The Tedeschi Trucks Band Mesmerizes the Bryce Jordan Center
At the age of 11, it was obvious that Derek Trucks had a talent for the guitar. Before the age of 20, he had performed with longtime idols such as Bob Dylan, John Lee Hoker, and Buddy Guy. At such a young age, Trucks was viewed as a prodigy when he earned a spot in Rolling Stone’s list of top 100 guitarists of all time, the youngest ever to make the list.
In 1994, he founded the Derek Trucks Band. In 1999, he joined the Allman Brothers as a permanent member. Seven years later, he was a featured soloist on Eric Clapton’s world tour.
In 2010, Trucks, alongside his wife Susan Tedeschi, founded the Tedeschi Trucks Band. The group features 11 members that showcase a unique style through the combination of southern rock, blues, and jazz.
Last night, the Bryce Jordan Center became State College’s House of Blues when the Tedeschi Trucks Band came into town.
After Alan Evans’ Playonbrother played an upbeat and energetic warmer, the Tedeschi Trucks Band silently took the stage and let the music take control.
For 10 straight minutes, the roots group opened with a rendition of songs that contained one of its most popular hits, “Made Up Mind.” What seemed like an attempt to put the focus on music, the introduction lasted a duration of 10 seconds before the group was back to creating its unique sound.
After 20 minutes, the group took a break from its upbeat and energetic music and soothed the small crowd of about 1,000 with its most popular song, “Midnight In Harlem.” As Tedeschi captured the crowd with her deep and melodic voice, Trucks sent chills up and down the spine of the crowd with a transcendent guitar solo. For two minutes, Trucks mesmerized the fans with unbelievable guitar rhythm. The song is captivating as is, but Trucks’ guitar solo was truly a work of art.

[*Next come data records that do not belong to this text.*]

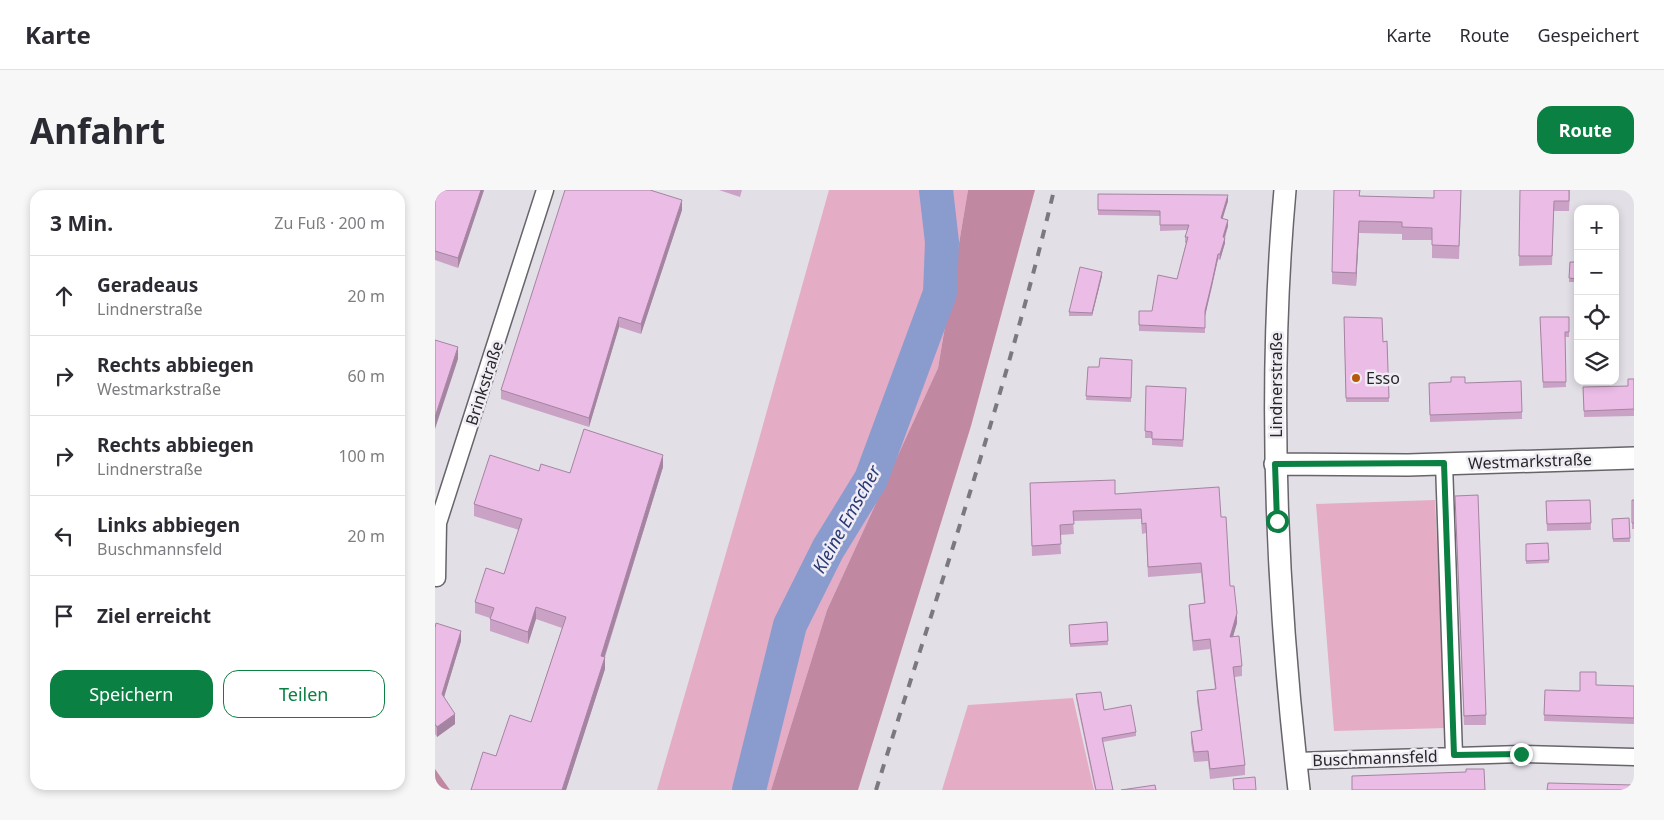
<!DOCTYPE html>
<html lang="de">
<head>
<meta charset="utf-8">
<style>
  body { margin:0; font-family:"Noto Sans",sans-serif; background:#f7f7f7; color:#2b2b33 }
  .controls { position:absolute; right:15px; top:15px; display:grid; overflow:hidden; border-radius:10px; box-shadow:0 2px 8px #0003 }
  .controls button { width:45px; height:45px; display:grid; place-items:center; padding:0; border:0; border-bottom:1px solid #e1e1e2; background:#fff; color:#2b2b33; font:25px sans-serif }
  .stop { position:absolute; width:15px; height:15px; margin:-11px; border:4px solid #0b8043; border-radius:50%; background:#fff }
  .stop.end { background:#0b8043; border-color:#fff; box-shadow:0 1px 5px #0008 }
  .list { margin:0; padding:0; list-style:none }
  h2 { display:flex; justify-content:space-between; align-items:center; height:65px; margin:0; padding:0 20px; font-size:21px }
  h2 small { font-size:16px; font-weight:400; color:#7c7c81 }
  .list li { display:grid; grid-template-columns:32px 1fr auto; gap:15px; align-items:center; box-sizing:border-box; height:80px; padding:0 20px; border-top:1px solid #e1e1e2 }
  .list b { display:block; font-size:19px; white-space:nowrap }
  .list p { margin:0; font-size:16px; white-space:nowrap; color:#7c7c81 }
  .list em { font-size:16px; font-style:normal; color:#7c7c81 }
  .actions { display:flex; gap:10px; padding:15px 20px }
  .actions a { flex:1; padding:11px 0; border:1px solid #0b8043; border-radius:15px; text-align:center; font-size:18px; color:#0b8043 }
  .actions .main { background:#0b8043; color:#fff }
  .icon { flex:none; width:28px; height:28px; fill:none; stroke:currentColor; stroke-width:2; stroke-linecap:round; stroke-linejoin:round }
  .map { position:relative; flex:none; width:1199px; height:600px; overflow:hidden; border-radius:15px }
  header { display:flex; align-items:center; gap:30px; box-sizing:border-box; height:70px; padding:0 25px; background:#fff; border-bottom:1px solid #e1e1e2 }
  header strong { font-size:24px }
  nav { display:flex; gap:28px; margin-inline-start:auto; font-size:18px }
  .intro { display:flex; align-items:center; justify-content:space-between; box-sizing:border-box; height:120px; padding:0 30px }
  h1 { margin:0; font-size:35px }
  .button { padding:12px 22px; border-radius:15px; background:#0b8043; color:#fff; font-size:18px; font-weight:700 }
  main { display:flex; gap:30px; padding:0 30px }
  aside { flex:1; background:#fff; border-radius:15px; box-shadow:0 2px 8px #0003 }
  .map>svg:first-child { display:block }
  .green { fill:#e4acc5 }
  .forest { fill:#c188a2 }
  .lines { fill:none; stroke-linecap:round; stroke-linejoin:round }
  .river { stroke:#8a9cce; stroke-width:34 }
  .minor-casing { stroke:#67646a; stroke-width:19 }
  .tertiary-casing { stroke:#67646a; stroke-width:24 }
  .minor { stroke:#fff; stroke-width:16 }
  .tertiary { stroke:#fff; stroke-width:21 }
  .rail { stroke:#7b797e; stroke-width:4; stroke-dasharray:9 9; stroke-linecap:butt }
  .wall { fill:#caa2c6 }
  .shaded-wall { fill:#a484a1 }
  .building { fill:#ebbce6; stroke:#a484a1 }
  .route { stroke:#0b8043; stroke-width:6 }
  .poi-dot { fill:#b7590c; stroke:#f0ecf4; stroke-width:2 }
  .labels { text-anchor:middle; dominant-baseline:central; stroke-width:5; stroke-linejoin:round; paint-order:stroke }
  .poi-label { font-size:16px; fill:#272628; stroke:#f0ecf4; text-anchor:start }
  .street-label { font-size:16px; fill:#272628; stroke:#f0ecf4 }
  .water-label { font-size:18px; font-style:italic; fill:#273875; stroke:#f0ecf4 }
</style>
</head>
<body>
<header>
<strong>Karte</strong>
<nav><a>Karte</a><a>Route</a><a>Gespeichert</a></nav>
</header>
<div class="intro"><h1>Anfahrt</h1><a class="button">Route</a></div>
<main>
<aside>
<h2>3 Min.<small>Zu Fuß · 200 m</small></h2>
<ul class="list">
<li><svg class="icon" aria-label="ahead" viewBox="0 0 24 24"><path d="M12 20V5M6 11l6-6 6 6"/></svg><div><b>Geradeaus</b><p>Lindnerstraße</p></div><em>20 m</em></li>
<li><svg class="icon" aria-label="right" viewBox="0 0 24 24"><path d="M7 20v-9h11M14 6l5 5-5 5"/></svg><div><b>Rechts abbiegen</b><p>Westmarkstraße</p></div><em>60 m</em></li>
<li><svg class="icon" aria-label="right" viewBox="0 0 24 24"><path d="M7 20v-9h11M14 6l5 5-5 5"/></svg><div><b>Rechts abbiegen</b><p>Lindnerstraße</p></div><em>100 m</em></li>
<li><svg class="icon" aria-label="left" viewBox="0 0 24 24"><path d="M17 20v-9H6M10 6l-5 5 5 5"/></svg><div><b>Links abbiegen</b><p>Buschmannsfeld</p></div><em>20 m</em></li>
<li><svg class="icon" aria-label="arrive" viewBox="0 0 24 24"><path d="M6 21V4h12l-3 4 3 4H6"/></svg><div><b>Ziel erreicht</b></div></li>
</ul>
<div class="actions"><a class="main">Speichern</a><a>Teilen</a></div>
</aside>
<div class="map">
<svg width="1199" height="600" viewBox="0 0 1199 600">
  <rect width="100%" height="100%" fill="#e3dfe7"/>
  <path class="green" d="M 394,0 L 533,0 L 503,178 L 392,420 L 336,600 L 222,600 L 319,267 Z
    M 1000,310 L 1011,538 L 899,541 L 881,314 Z
    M 638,508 L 659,600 L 507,600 L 533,515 Z"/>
  <path class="forest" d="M 533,0 L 600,0 L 536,236 L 423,600 L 336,600 L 392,420 L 503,178 Z
    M 0,579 L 15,600 L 0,600 Z"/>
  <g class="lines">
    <path class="river" d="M 314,600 L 355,435 L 393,359 L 436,289 L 505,103 L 507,52 L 501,0"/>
    <defs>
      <path id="minor" d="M 1009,273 L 1019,565
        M 2,388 L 3,333 L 110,0
        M 861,571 L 1086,564 L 1199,567"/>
      <path id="tertiary" d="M 850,0 C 832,200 841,401 864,600
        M 840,274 L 973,275 L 1199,268"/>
    </defs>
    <use href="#minor" class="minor-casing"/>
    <use href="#tertiary" class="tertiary-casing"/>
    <use href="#minor" class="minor"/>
    <use href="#tertiary" class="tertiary"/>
    <path class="rail" d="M 441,600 C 503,401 571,203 619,0"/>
  </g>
  <path class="wall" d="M 0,0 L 49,0 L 23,78 L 0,70 Z
    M 284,0 L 307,0 L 305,7 Z
    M 1085,0 L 1135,0 L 1134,21 L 1119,21 L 1117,75 L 1084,76 Z
    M 663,4 L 793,11 L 787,28 L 793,36 L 790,48 L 790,53 L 785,70 L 783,69 L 777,97 L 770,126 L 770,143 L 704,141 L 704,121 L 717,121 L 742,89 L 751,53 L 750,53 L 750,47 L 752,40 L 725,41 L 725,26 L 663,25 Z
    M 925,6 L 1026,13 L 1024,69 L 997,68 L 997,50 L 967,50 L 967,44 L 924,43 L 921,96 L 897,94 L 897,82 Z
    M 247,20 L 206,144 L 184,137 L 154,237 L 66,209 L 66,200 Z
    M 1135,72 L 1143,72 L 1143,92 L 1134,92 Z
    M 667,86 L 657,126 L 634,126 L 634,122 Z
    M 909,127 L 948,152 L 952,151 L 954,212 L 911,212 Z
    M 1105,127 L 1134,127 L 1134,147 L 1130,147 L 1131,197 L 1108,198 Z
    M 697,170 L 696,212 L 651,210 L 653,177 L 664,177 Z
    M 1199,189 L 1199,226 L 1149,227 L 1148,197 L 1193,196 Z
    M 994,193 L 1030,193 L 1087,222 L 1087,229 L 995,232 Z
    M 711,196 L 751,205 L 748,257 L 717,255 L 717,248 L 710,248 Z
    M 228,277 L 170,467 L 170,479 L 131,600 L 36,600 L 61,566 L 96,532 L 127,438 L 101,429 L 93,454 L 55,441 L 55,428 L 40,423 L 40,412 L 69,384 L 84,340 L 39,326 L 39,314 L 104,281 L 135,283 Z
    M 595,293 L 680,304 L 786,327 L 795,396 L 802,433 L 798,446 L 807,476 L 807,486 L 800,487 L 810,575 L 810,585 L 775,589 L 773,571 L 759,572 L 756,552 L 756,542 L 766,540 L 762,511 L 762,501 L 780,499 L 775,459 L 758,461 L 754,425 L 754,415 L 769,413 L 766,383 L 713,387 L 711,343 L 707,344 L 706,329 L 638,331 L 639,344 L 625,345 L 626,364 L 597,366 Z
    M 1155,310 L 1156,340 L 1112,341 L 1111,311 Z
    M 1197,310 L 1199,310 L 1199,339 L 1197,339 Z
    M 1020,316 L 1051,525 L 1051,535 L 1029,535 Z
    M 1194,328 L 1195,352 L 1178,352 L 1177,329 Z
    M 1113,353 L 1114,373 L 1091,374 L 1091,354 Z
    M 672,432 L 673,455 L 635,457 L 634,435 Z
    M 0,438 L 26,451 L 9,507 L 20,534 L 2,547 L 0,544 Z
    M 1161,495 L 1199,496 L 1199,534 L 1109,531 L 1110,500 L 1145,501 Z
    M 641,504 L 669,520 L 701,542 L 701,546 L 668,552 L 678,600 L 660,600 L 641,508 Z"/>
  <path class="shaded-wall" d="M 46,0 L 49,0 L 23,78 L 23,68 Z
    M 793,5 L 793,11 L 786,34 L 786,28 Z
    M 247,10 L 247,20 L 206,144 L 206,134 Z
    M 793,30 L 793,36 L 788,52 L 788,47 Z
    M 924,31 L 924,43 L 921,96 L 921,83 Z
    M 790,48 L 790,53 L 785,70 L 785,64 Z
    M 783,64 L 783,69 L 770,126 L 770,143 L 770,121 Z
    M 667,82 L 667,86 L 657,126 L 657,123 Z
    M 184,127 L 184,137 L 154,237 L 154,228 Z
    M 23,157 L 23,169 L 0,239 L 0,227 Z
    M 228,265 L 228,277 L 166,478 L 166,466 Z
    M 101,417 L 101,429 L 93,454 L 93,442 Z
    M 802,423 L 802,433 L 795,457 L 795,447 Z
    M 26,441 L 26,451 L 7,514 L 7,504 Z
    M 170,467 L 170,479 L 131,600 L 127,600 Z
    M 20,524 L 20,534 L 2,547 L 2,537 Z"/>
  <path class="building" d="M 0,0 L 46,0 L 23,68 L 0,61 Z
    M 130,0 L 215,0 L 247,10 L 206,134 L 184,127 L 154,228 L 66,200 Z
    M 899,0 L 925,0 L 924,6 L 999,8 L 999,0 L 1026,0 L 1024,56 L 997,55 L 997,38 L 967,37 L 967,32 L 924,31 L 921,83 L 897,82 Z
    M 1085,0 L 1134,0 L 1134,11 L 1119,11 L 1117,66 L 1084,66 Z
    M 663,4 L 793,5 L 786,28 L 793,30 L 788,47 L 790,48 L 785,64 L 783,64 L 777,92 L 770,121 L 770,138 L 704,135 L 704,121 L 717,121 L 723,85 L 742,89 L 753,47 L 750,47 L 754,35 L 725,35 L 725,21 L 663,20 Z
    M 1135,72 L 1143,72 L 1143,89 L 1134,88 Z
    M 645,77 L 667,82 L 657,123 L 634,122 Z
    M 909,127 L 947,128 L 948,152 L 952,151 L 954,208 L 911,208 Z
    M 1105,127 L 1134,127 L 1134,142 L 1130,142 L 1131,192 L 1108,192 Z
    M 0,150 L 23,157 L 0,227 Z
    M 665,168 L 697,170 L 696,208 L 651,206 L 653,177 L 664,177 Z
    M 1016,187 L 1030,187 L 1030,193 L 1086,191 L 1087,222 L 995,225 L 994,193 L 1016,192 Z
    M 1193,189 L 1199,189 L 1199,219 L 1149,221 L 1148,197 L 1193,196 Z
    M 711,196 L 751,198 L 748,250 L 717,249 L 717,242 L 710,241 Z
    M 149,239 L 228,265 L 166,466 L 170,467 L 127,600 L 36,600 L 48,562 L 61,566 L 75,525 L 96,532 L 131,427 L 101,417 L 93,442 L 55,429 L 59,418 L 40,412 L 51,378 L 69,384 L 87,329 L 39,314 L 55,265 L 104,281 L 106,274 L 135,283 Z
    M 680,290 L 680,304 L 784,297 L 786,327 L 791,327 L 795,396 L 799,396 L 802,423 L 795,447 L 804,446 L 807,476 L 798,477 L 810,575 L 775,579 L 773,561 L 759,562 L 756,542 L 767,540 L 762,501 L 781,499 L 775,449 L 758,451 L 754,415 L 770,413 L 766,373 L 713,377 L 711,333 L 707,334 L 706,319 L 638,321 L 639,334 L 625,335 L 626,354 L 597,356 L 595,293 Z
    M 1043,305 L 1051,525 L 1029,526 L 1020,306 Z
    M 1155,310 L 1156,333 L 1112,334 L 1111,311 Z
    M 1197,310 L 1199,310 L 1199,333 L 1197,333 Z
    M 1194,328 L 1195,348 L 1178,349 L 1177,329 Z
    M 1113,353 L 1114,370 L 1091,371 L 1091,354 Z
    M 672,432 L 673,451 L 635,454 L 634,435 Z
    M 1,433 L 26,441 L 7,504 L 20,524 L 2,537 L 0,534 L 0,438 Z
    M 1145,482 L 1161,482 L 1161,495 L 1199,496 L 1199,528 L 1109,525 L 1110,500 L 1145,501 Z
    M 666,502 L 669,520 L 696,515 L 701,542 L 667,548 L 678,600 L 661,600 L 641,504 Z
    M 1031,579 L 1049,579 L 1050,600 L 917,600 L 917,586 L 1031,582 Z
    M 820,587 L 821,600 L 799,600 L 798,589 Z
    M 1113,593 L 1199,595 L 1199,600 L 1112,600 Z
    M 720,595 L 721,600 L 686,600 Z"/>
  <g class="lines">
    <path class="route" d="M 842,331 L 840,274 L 1009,273 L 1019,565 L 1086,564"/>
  </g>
  <circle class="poi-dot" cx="921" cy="188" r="5"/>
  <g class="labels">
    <g class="poi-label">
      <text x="931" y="188">Esso</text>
    </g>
    <g class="street-label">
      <text transform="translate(49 193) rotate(-72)">Brinkstraße</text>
      <text transform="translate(841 195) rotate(-90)">Lindnerstraße</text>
      <text transform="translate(1095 271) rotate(-2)">Westmarkstraße</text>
      <text transform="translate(940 568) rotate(-2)">Buschmannsfeld</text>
    </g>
    <g class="water-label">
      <text transform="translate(411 329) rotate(-61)">Kleine Emscher</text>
    </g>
  </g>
</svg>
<div class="controls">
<button>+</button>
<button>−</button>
<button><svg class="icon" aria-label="locate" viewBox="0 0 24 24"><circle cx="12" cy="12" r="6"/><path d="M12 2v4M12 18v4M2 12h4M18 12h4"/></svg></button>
<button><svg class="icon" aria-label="layers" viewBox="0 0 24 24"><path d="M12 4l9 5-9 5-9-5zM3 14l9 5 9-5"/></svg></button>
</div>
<div class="stop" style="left:842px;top:331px"></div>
<div class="stop end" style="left:1086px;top:564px"></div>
</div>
</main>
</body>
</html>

After the mellow tune, the brass picked up the pace with another hit song, “Learn How To Love.” With a deafening trumpet solo comparable to a sound that you’d hear in a New Orleans jazz club, the crowd was energized like it was when the group took the stage.
It wasn’t only Trucks and the brass that performed enthralling solos. Each member took their turn and entertained the crowd in their own fashion. The two drummers exchanged beats and corroborated in a rhythmical dual solo that was easy on the ears. Tedeschi showcased her finger picking skills on the guitar as she went back and forth with her husband. And in the song, “Idle Wind,” the crowd was treated to an uncommon flute solo.
Throughout the night, Trucks entertained the crowd with his head down, leaving the vocal and speaking roles up to his wife and back-up singers. In fact, he didn’t mutter one word throughout the whole concert. Instead, he let his guitar do the talking.
Trucks continued to perform guitar solos in original and cover songs throughout the concert and occasionally cracked jokes with his bassist and mingled with his wife. In the cover of Stevie Ray Vaughn’s “The Sky Is Crying,” Trucks rocked out to a familiar blues hit and never missed a single chord.
The concert came to a close with the hit song, “The Storm.” After the group walked off stage, the crowd remained unmoved and continued to cheer and plead for an encore.
Trucks’ guitar skills are a key component for the group, but for the final encore of a musically induced euphoria, the band showcased all of its innate musical talents as its vocals, brass, synth, drums, and guitar came together one last time for 10 minutes to perform that unmatched sound. Needless to say, the crowd left more than pleased after the 2-hour performance.